- **What you are asked to do**:
Search the data below for the string "JSON". Extract every line that contains it.

- **Records**:
/---
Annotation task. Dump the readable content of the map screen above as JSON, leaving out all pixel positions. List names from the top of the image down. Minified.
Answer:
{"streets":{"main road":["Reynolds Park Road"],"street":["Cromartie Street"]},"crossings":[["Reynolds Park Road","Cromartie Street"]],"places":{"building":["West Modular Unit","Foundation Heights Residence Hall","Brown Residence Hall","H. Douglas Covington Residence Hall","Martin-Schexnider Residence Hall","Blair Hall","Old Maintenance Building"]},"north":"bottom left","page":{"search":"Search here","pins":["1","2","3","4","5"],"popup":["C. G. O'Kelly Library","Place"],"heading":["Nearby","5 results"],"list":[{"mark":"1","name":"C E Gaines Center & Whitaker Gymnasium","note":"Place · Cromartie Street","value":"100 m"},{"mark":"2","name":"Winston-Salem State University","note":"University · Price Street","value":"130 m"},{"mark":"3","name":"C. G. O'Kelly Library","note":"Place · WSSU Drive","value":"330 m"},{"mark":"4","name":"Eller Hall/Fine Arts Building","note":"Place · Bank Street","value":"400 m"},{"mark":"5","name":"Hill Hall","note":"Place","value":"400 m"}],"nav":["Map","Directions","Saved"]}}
\---
/---
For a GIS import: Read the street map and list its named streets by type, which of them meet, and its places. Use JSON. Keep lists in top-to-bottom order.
\---
- **Response for this exercise**:
Annotation task. Dump the readable content of the map screen above as JSON, leaving out all pixel positions. List names from the top of the image down. Minified.
For a GIS import: Read the street map and list its named streets by type, which of them meet, and its places. Use JSON. Keep lists in top-to-bottom order.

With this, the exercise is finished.